Beatrice Kunz Pfeiffer,
In der Zeit des Corona-Virus müssen wir unsere Mobilität einschränken und uns räumlich mit unseren Wohnungen und den vertrauten Wegen für die Spaziergänge zufrieden geben. Doch je weniger Abwechslung uns das äussere Leben bringt, desto mehr kann unser inneres Leben in Schwung kommen, z.B. durch die Phantasie der Hoffnung.
Ich stelle mir die Hoffnung wie eine Botin, ein Lebenszeichen aus einer anderen Welt vor.

Die Hoffnung sagt:
„Deine begrenzte Sicht der Dinge ist Teil eines alle Grenzen überschreitenden Geistes, der die gesamte Welt und das gesamte Universum zusammendenkt und zusammenhält. Manche nennen diesen Geist Gott.“

Und die Hoffnung sagt: „Dein endliches Leben ist eingebettet in etwas Grösseres; du kannst dich über dieses Leben hier hinaustragen lassen in ein ewiges Leben hinein. Manche nennen dieses ewige Leben Gott.“

Mit der Auferweckung des am Karfreitag gekreuzigten Jesus von Nazareth kam die Phantasie der Hoffnung in die Welt. Und sie ist bis heute lebendig geblieben, damit auch wir uns von ihr leiten lassen können.

Mit herzlichen Ostergrüssen
Ihre Pfarrerin Beatrice Kunz Pfeiffer

Gerne gebe ich Ihnen für die Ostertage eine Hoffnungsgeschichte von Wolfdietrich Schnurre mit. Sie trägt den Titel "Wovon man lebt"

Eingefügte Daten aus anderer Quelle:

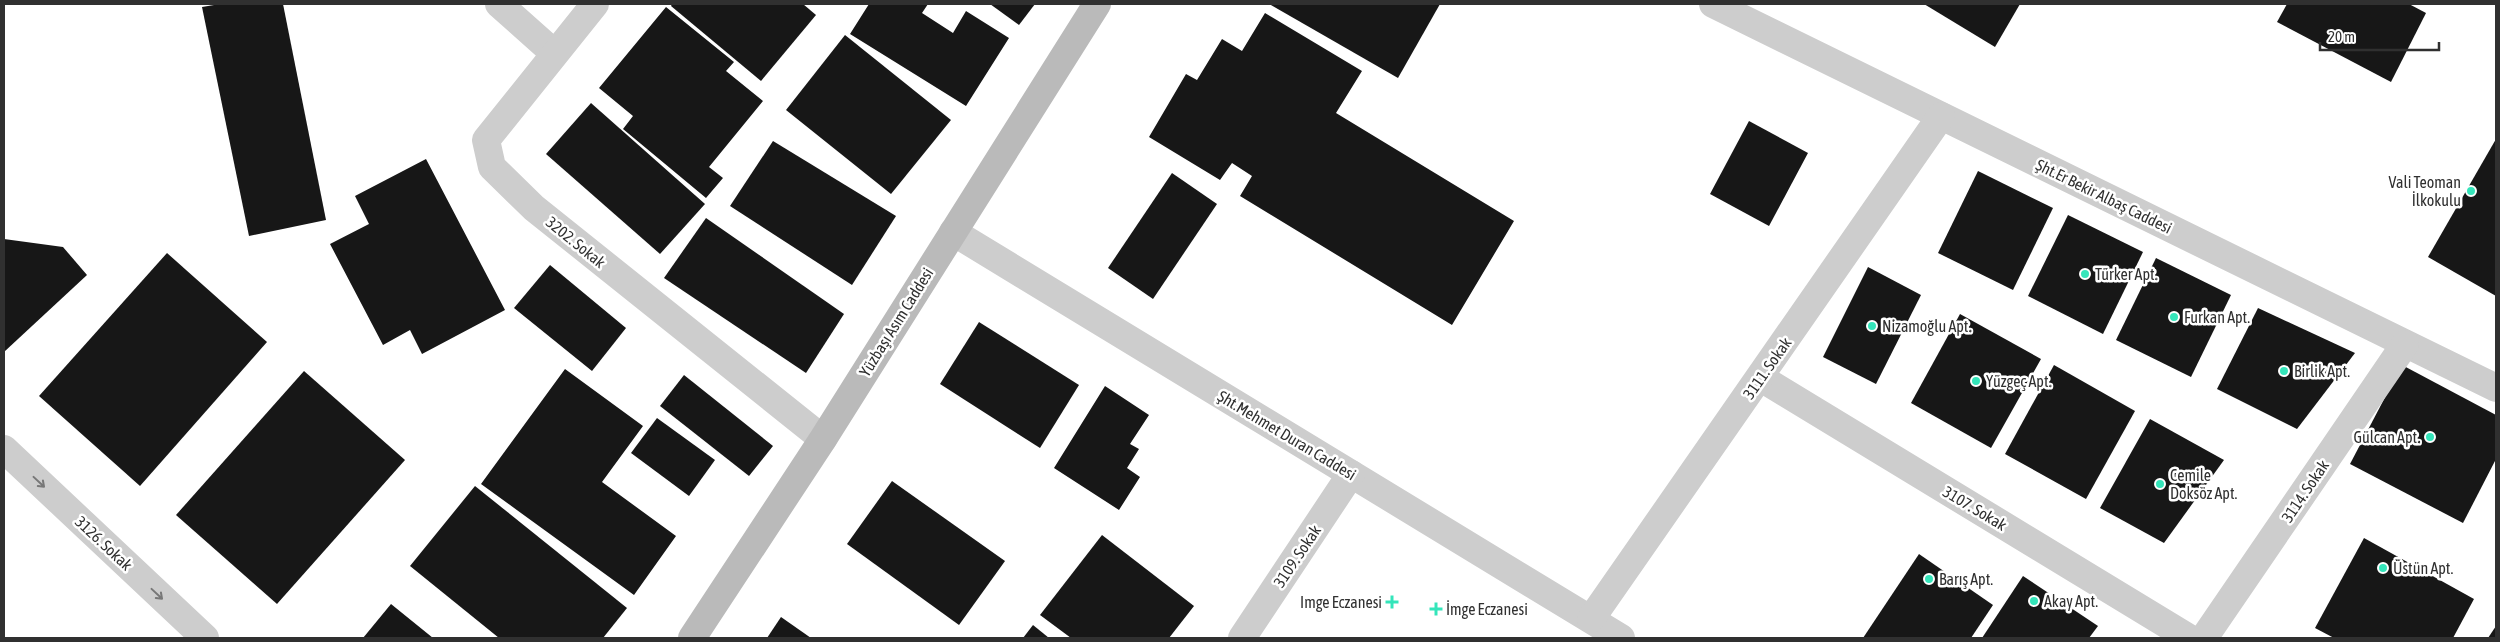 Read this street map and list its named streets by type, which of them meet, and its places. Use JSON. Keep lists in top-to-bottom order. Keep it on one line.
{"streets":{"main road":["Yüzbaşı Asım Caddesi"],"street":["Şht.Er Bekir Albaş Caddesi","3202. Sokak","3111. Sokak","Şht.Mehmet Duran Caddesi","3114. Sokak","3107. Sokak","3126. Sokak","3109. Sokak"]},"crossings":[["Şht.Er Bekir Albaş Caddesi","3111. Sokak"],["Şht.Er Bekir Albaş Caddesi","3114. Sokak"],["3202. Sokak","Yüzbaşı Asım Caddesi"],["Yüzbaşı Asım Caddesi","Şht.Mehmet Duran Caddesi"],["3111. Sokak","Şht.Mehmet Duran Caddesi"],["3111. Sokak","3107. Sokak"],["Şht.Mehmet Duran Caddesi","3109. Sokak"]],"one_way":["3126. Sokak"],"places":{"other":["Vali Teoman İlkokulu","Türker Apt.","Furkan Apt.","Nizamoğlu Apt.","Birlik Apt.","Yüzgeç Apt.","Gülcan Apt.","Cemile Doksöz Apt.","Üstün Apt.","Barış Apt.","Akay Apt."],"health":["Imge Eczanesi","İmge Eczanesi"]},"scale_bar":"20 m"}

Auch in Zeiten der wirtschaftlichen Krise will meine arbeitslose Mutter mir, ihrer Tochter, eine Freude zu Ostern machen. Noch jedesmal hat sie es geschafft, sich an Festtagen für mich etwas ganz Besonderes einfallen zu lassen. Doch diesmal will und will ihr keine Idee kommen. Zwei Wochen vor dem Fest ist sie schon ganz nervös. Obwohl die meisten Menschen momentan kaum etwas Geld auf die Seite schaffen können, sind die Schaufenster der Konfiserien und Bäckereien überfüllt mit verlockenden Schokolade-Hasen und -Eiern in allen Grössen und Arten.
Ich versichere meiner Mutter, dass sie sich keine Gedanken machen müsse, ich brauche dieses Jahr keine Schokolade, ich könne ganz gut ohne auskommen. „Lass uns doch am Ostersonntag einfach zuhause bleiben. Wir sehen uns zusammen ein schönes Buch an und spielen dann mit Tante Frieda und Onkel Max „Mensch ärgere dich nicht“, schlage ich vor.
Aber das lässt der Stolz meiner Mutter nicht zu: es kann nicht sein, dass es zu Ostern nichts Besonderes gibt. Am nächsten Tag schickt sie mich nach draussen und schmiedet mit Tante Frieda und Onkel Max einen Plan. Dann ruft sie mich wieder herein und fragt: Was meinst Du, wenn du dieses Jahr das schönste gefüllte Schokoladen-Ei bekommst, das Du Dir vorstellen kannst?
„Was ist drin?“ frage ich gespannt. „Das sollst du selbst bestimmen“, antwortet sie. „Und auch bei der Verpackung“ ergänzt Frieda, „hast Du ein Wort mitzureden.“ „Und lass es Dir mit einer hübschen bunten Schleife zusammenbinden“ meldet sich Onkel Max. „Ja, logisch“, sage ich schwärmerisch „sonst klappt es ja auseinander.“
„Und werde dir rechtzeitig darüber klar, ob es aus gewöhnlicher Milchschokolade oder aus Krokantschokolade bestehen soll“ ermahnt Mutter. „Ginge auch beides?“, frage ich wie im Traum. Mutter blickt Tante Frieda an „Warum nicht?“ Sagt diese.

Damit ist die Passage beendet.